Дом внес свою долю в спор, грохнув дверьми — сначала столовой, потом гостиной. Натаниэль, Мириам и Маркус вскочили на ноги.
— Что за черт? — крикнул Маркус.
— Дом, — устало бросила я. — Пойду посмотрю, что ему надо.
Мэтью, взяв фигурку, пошел за мной.
Старушка в вышитом корсаже ждала меня на пороге гостиной.
— Здравствуйте, мэм, — сказала вышедшая вслед за нами Софи. — Эта леди немного похожа на тебя, правда?
Итак, ты выбрала, по какой дороге идти. Голос старушки звучал слабей прежнего.
— Да. Мы выбрали вместе.
Все, кто еще оставался в столовой, вышли и собрались позади меня.
Для путешествия тебе кое-что понадобится.
Двери в гостиную распахнулись. За спиной у меня кучковались иные, впереди, у камина, толпились призраки.
Как интересно, сухо молвила бабушка, возглавлявшая их.
В стенах загремело что-то вроде костей. Я села в бабушкину качалку — ноги подкашивались.
На стене между окном и камином ширилась трещина, старое дерево скрипело и содрогалось. Что-то мягкое, с четырьмя конечностями, вылетело оттуда и шлепнулось мне на колени. Я передернулась.
— Ах ты черт, — выдохнула Сара.
Панель уже не починишь, с сожалением прокомментировала бабушка.
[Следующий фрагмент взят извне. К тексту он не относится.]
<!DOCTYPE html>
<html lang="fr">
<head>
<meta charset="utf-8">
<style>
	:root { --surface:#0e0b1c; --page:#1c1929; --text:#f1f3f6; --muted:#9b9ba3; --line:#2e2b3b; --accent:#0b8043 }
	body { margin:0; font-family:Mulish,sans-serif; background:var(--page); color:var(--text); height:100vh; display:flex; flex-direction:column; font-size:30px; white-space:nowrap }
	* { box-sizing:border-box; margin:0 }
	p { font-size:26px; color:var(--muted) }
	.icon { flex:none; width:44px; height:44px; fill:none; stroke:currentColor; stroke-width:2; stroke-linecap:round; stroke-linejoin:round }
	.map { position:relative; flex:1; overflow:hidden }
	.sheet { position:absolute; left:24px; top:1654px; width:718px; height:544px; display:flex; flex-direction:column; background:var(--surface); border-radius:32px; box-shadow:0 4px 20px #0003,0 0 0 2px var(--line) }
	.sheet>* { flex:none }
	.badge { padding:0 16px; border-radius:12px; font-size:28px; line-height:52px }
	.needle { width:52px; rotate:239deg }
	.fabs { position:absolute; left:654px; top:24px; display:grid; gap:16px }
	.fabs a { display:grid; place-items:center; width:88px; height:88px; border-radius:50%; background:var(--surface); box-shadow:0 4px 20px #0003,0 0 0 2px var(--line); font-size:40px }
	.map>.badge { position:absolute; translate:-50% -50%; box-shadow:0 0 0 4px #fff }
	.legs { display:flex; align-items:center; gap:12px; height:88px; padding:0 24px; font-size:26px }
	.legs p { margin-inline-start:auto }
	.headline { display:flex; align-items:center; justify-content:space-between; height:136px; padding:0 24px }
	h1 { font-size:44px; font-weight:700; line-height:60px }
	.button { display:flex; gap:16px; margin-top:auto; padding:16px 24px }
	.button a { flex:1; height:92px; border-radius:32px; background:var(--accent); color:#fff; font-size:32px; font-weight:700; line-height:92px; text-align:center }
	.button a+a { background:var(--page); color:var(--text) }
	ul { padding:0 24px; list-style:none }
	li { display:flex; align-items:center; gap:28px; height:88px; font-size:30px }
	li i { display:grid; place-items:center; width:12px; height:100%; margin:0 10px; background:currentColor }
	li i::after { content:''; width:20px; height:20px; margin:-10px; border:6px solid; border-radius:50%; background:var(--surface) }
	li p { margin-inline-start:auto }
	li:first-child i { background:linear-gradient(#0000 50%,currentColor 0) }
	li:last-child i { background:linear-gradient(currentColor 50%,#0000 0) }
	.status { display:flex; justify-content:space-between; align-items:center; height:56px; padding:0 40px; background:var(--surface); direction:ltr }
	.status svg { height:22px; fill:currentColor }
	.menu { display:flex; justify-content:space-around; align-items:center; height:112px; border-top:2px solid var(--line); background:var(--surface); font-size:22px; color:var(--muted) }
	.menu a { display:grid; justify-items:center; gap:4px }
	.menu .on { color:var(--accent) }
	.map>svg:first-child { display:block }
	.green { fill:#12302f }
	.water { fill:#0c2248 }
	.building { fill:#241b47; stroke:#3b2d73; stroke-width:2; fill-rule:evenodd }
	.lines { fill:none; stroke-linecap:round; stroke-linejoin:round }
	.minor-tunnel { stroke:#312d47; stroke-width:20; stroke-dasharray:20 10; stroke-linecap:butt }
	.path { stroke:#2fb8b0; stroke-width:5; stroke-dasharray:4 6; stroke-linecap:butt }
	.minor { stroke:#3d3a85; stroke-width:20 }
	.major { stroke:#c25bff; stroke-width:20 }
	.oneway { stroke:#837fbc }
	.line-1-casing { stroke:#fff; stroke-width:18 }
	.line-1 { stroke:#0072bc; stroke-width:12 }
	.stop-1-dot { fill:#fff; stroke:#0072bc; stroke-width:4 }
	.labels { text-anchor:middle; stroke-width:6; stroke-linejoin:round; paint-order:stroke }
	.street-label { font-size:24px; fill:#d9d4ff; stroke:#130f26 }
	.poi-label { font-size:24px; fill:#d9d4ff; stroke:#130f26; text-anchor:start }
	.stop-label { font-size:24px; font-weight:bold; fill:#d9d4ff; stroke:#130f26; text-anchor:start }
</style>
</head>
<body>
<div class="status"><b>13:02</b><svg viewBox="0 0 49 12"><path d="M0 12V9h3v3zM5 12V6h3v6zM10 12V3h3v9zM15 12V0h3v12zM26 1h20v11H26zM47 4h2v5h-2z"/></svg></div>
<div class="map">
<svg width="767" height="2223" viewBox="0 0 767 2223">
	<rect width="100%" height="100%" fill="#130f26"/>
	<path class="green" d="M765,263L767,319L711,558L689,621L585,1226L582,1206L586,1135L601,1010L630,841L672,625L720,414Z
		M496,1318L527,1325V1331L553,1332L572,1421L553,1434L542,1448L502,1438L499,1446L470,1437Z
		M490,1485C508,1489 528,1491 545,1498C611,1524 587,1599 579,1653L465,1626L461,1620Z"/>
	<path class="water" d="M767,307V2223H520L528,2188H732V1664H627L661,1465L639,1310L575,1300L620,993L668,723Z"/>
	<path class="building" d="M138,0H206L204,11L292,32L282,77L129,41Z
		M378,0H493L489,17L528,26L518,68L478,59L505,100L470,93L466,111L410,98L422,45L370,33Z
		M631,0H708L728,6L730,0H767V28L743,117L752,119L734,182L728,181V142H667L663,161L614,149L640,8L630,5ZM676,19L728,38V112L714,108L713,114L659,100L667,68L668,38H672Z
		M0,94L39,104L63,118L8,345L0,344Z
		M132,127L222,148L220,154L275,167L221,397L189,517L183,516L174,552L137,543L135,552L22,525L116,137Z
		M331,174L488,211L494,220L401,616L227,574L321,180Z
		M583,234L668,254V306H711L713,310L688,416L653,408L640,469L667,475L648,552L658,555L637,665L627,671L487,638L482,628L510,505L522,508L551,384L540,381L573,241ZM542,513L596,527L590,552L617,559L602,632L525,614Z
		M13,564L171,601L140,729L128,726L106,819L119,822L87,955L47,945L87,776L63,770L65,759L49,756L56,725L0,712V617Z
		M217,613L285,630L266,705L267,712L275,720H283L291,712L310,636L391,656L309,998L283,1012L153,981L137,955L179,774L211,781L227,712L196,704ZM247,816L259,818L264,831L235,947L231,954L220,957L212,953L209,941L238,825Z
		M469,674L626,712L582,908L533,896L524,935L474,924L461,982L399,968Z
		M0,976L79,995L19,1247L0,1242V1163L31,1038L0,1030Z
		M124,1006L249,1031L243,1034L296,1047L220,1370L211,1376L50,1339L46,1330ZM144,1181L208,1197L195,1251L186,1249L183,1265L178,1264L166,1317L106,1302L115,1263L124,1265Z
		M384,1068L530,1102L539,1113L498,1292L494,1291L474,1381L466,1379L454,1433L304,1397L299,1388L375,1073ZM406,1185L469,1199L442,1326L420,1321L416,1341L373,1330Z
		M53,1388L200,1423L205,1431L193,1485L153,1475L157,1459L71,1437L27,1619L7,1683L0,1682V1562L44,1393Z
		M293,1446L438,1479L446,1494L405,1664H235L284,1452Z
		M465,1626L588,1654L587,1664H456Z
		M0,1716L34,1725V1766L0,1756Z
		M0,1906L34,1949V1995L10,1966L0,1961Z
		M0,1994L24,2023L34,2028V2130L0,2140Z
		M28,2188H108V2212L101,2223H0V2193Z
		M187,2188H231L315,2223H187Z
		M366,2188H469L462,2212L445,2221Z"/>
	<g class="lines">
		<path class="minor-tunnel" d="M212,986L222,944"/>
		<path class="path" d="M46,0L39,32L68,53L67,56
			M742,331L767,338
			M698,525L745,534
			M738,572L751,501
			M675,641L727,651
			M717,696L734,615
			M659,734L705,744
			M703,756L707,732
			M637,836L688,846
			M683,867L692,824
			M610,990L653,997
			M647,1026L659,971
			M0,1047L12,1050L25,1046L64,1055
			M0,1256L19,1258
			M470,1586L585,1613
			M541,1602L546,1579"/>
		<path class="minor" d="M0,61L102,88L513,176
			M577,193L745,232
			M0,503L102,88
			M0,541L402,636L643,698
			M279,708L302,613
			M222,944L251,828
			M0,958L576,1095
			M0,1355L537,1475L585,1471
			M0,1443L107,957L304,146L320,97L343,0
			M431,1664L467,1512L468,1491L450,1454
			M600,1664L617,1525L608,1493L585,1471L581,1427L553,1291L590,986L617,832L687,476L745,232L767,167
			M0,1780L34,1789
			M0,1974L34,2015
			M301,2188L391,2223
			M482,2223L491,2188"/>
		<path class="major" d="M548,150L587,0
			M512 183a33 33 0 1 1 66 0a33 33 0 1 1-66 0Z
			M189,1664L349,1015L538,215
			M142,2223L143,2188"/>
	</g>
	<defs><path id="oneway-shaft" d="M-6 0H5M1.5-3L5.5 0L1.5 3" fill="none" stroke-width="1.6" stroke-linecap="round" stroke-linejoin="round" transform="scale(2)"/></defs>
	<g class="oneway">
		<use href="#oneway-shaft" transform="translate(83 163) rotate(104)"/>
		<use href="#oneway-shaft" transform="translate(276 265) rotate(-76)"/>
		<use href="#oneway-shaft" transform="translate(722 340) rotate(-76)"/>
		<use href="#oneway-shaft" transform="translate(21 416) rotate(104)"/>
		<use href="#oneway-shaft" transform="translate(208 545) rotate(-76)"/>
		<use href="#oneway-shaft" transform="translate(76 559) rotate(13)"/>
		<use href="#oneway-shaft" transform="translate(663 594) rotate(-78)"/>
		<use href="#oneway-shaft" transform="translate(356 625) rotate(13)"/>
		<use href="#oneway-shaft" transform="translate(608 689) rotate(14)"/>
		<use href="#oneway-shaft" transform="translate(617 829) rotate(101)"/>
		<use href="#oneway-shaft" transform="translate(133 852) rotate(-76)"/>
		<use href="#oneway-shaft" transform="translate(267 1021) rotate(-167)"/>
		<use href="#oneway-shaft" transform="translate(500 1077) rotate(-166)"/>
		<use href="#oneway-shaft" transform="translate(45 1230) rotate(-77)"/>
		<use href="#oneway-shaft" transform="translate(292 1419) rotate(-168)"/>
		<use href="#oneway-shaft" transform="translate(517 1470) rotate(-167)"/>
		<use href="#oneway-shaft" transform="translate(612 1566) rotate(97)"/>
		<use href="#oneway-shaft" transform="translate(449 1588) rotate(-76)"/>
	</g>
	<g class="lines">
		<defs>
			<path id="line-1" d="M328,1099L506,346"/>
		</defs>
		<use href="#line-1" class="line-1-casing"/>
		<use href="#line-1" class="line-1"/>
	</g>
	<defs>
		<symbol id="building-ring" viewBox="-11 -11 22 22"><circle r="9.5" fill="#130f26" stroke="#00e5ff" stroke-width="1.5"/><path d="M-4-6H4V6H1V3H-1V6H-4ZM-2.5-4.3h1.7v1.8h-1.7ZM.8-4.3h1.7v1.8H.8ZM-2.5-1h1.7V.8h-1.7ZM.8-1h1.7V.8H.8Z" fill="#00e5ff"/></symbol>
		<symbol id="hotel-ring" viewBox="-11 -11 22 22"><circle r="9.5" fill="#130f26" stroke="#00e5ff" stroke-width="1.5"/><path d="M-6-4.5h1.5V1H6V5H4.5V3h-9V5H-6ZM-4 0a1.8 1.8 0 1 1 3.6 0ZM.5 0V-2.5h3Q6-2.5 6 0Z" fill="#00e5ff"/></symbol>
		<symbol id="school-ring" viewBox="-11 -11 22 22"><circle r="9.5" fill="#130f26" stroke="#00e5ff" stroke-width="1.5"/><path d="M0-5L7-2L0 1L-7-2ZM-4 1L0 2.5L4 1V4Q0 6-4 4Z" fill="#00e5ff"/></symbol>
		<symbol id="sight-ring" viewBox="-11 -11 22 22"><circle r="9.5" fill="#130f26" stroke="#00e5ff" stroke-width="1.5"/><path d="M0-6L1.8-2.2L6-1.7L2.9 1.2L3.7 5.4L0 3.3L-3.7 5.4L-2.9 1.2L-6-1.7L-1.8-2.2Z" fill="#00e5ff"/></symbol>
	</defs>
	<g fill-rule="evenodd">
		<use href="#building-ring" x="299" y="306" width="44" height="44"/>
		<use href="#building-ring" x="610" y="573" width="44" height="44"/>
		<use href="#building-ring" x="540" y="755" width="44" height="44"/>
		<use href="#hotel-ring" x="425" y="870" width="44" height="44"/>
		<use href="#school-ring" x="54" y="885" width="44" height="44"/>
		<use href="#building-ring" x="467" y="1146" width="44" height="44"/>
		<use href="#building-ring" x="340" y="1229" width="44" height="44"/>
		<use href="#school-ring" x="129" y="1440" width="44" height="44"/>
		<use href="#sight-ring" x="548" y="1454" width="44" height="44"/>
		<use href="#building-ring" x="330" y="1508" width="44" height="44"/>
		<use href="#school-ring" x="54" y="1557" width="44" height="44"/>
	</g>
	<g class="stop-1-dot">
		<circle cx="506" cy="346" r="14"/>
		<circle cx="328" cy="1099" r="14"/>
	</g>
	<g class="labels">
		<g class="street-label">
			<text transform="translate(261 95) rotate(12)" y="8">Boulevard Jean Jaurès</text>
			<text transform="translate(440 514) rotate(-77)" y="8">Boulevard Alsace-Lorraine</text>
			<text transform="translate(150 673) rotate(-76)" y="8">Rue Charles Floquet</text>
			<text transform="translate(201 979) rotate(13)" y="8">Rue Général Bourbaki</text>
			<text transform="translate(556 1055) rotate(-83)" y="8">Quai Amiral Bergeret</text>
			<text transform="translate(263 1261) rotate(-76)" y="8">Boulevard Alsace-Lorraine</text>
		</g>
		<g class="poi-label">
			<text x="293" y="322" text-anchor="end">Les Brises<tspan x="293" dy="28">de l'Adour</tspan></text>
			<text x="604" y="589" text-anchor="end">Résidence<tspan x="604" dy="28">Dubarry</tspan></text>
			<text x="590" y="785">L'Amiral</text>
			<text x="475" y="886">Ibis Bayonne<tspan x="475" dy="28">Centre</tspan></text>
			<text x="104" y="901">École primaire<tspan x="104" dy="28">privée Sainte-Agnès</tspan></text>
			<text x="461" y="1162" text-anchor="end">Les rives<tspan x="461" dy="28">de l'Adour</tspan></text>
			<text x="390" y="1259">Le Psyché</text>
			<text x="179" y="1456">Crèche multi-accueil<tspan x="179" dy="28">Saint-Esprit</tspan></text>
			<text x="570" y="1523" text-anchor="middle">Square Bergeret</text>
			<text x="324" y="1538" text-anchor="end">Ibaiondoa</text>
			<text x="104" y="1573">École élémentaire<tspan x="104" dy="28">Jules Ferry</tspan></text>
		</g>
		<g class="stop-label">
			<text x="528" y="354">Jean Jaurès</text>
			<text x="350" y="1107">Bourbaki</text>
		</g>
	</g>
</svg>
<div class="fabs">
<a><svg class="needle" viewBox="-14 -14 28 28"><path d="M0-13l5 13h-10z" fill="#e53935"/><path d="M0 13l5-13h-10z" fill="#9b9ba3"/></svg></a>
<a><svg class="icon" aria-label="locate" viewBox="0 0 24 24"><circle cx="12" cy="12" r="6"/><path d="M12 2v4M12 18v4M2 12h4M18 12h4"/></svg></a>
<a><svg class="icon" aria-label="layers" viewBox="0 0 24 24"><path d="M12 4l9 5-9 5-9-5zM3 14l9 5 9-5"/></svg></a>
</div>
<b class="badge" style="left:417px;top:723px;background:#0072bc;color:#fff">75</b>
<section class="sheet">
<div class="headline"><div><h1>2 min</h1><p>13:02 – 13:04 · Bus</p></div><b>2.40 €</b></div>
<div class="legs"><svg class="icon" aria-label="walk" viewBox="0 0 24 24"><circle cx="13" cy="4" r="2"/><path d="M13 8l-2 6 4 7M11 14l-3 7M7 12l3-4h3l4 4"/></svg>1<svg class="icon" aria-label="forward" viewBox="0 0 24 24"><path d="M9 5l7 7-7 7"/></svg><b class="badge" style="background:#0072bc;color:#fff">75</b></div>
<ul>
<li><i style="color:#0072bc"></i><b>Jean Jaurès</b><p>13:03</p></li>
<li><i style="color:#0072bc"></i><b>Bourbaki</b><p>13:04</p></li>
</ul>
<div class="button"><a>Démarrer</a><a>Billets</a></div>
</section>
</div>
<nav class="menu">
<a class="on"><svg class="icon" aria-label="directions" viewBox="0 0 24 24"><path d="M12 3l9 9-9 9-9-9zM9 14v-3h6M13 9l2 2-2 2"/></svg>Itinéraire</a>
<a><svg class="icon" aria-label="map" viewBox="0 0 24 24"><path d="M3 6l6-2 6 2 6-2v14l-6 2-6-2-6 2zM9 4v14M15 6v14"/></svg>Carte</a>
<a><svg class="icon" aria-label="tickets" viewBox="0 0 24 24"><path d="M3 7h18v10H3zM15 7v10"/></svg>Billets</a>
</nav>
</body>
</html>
Серая тряпичная кукла, помимо рук и ног, имела также подобие головы с выцветшими пучками волос. На месте сердца ей вышили крестик.
— Что это? — Я провела пальцем по неровным стежкам.
— Не трогай! — крикнула Эм.
— Она первая меня тронула.
— Старинная кукла, никогда такую не видела, — сказала Софи.
— Кажется, одна ваша прабабка попала из-за кукол в беду? — нахмурилась Мириам.
— Бриджит Бишоп, — сказали хором Эм, Сара и я.
Старушка в вышитом корсаже стояла теперь рядом с бабушкой.
— Это твое? — прошептала я.
Бриджит улыбнулась уголком рта. Держи ухо востро, когда окажешься на распутье, дочка. Там зарыто множество тайн.
Я снова тронула крестик на груди, и ткань разошлась. Кукла была набита сушеными травами, цветами и стеблями. По комнате разлился их аромат.
— Рута, — опознала я компонент чая Марты.
— Клевер, ракитник, спорыш, кора ржавого вяза, — продолжила Сара. — Это приворотная кукла — объект, возможно, Диана, — но защитные чары на ней тоже имеются.
Умная у тебя девочка выросла, похвалила бабушку Бриджит.
В середке что-то блестело. Когда я попыталась это достать, кукла распалась на части.
Вот и конец, вздохнула Бриджит. Бабушка обняла ее, утешая.
— Сережка. — В золотой оправе сидела огромная жемчужная слезка.
— Какого дьявола делает серьга моей матери в ведьминской кукле? — Мэтью опять стал пепельно-серым.
— Может, ее серьги в ту давнюю ночь оказались рядом с шахматной королевой? — предположила Мириам. И серьга, и фигура были очень старые — старше куклы, старше самого дома Бишопов.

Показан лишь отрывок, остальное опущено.